If indeed they enhance the NO signaling, then it is no wonder that lighting candles is an essential part of so many healing, romantic or spiritual ceremonies.
Heat can also enhance NO and may suggest another perspective for understanding the relaxing effect of a sauna [70].
Focusing while overlooking non-relevant signals
A whole range of alternative therapies and arts is concerned with focusing attention and ignoring or "letting go" of disturbing information signals. Attention to breathing is a major tool in many of these techniques, as for example guided imagery, meditation or relaxation [71, 72]. Is it related to the role of NO in signal transduction affecting oxygen transfer in the body [73]? NO has a very complex role in respiration [74] and despite the accumulated data its integrated role is not yet elucidated. It is proposed that holistic terms like the Buddhist term "within us" [75] or the Chinese term "qi" [76] may be related to the integrative role of NO netting information.
Attention focusing will result in quieting of all other areas and thus can exert well-being by enabling signals like NO to reach their destinations undisturbed. Biological studies in this field are starting to accumulate; for example, three different studies on meditation demonstrated that meditation is associated with happiness [77], health [78] and increased levels of NO [79]. It seems that the good feeling that accompanies meditation is really associated with significant better health and is not just a non-relevant feel. Another study on directed focusing showed that concentrating on the fMRI image of the brain region responsible for pain perception allowed the participants to increase or lower their pain while holding a very hot metal cube [80].
It is interesting to note that the whole range of concentration and "letting go" practices is associated with apparent time consumption. Overly busy people usually do not have the time and/or the patience required to achieve such needed attention and this may be an additional reason for stress in our western society where "time is money.”
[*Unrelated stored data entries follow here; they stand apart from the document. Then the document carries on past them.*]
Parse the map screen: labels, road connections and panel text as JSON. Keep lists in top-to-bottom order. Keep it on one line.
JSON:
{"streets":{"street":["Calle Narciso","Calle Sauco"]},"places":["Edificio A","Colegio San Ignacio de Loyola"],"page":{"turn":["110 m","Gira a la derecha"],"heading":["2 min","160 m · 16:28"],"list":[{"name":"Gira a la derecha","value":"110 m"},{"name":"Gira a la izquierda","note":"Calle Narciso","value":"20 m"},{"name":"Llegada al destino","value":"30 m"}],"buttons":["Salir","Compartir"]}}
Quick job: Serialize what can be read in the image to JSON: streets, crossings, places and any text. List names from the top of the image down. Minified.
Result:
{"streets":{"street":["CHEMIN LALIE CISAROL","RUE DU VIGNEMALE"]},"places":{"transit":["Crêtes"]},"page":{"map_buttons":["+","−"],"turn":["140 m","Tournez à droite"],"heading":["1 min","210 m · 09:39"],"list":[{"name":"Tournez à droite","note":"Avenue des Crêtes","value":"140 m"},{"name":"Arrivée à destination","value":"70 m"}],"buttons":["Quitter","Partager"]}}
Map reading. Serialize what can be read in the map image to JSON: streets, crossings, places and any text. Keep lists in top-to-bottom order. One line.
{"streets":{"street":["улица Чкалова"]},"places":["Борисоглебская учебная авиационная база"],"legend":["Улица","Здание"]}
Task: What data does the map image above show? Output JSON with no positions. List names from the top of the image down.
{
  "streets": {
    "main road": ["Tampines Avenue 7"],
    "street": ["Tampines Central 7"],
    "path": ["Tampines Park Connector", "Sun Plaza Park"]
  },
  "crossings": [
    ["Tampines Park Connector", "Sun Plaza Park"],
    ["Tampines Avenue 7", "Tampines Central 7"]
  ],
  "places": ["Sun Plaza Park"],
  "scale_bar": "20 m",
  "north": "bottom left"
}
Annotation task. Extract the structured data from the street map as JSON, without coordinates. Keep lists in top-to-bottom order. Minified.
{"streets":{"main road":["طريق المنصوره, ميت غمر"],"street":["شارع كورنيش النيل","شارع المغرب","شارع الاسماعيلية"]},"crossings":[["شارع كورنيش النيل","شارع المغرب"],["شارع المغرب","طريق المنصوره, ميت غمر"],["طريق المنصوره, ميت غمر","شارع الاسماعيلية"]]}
Does this mean that enabling ("listening to") the inner NO disposition, or any communication system, requires time and space? Probably yes, but considering the recent study demonstrating that success follows happiness [81], it might be beneficial to invest in enabling  NO moves and stress reduction. As teachers in many cultures try to impart, happiness/wellness does not depend on the next success – wellness is the here and now.
Final words
Scientists in the west appreciate now the idea that information alone is sufficient to handle complex organization. This in fact was fundamental to the Chinese philosopher Lau-Tsu, who wrote in The Tao te Ching, more than two thousand years ago, that the world is ruled by letting things take their course, and cannot be controlled through interference [82].  Furthermore, It is interesting to note that documents (Dunhuang scrolls) dating to approximately 800 AD, suggest that nitrite and nitrate were used by the Chinese to relieve heart pains and cold in the hands [19].
The universal patterns of netting can be applied to maximize therapeutic potential and some possible routes have been suggested, there are of course others. Data were presented to demonstrate that NO can be a potential stimulus in such nets and explain its multi-factorial role in health.
Studying wellness from a net perspective enables applying novel approaches to therapy including known alternative therapies. This might be very relevant to the newer generation whose multitasking dexterity [83, 84] might evolve at the expense of their healing attention.
This article presents optimizing unobstructed information flow as a new approach to wellness.
"Life is too short to be in a hurry" Henry David Thoreau (1817-1862)
The author wish to thank Orit Cohen Raz, expert in inter-cellular communication, for contributing to understanding the basic concept of communication.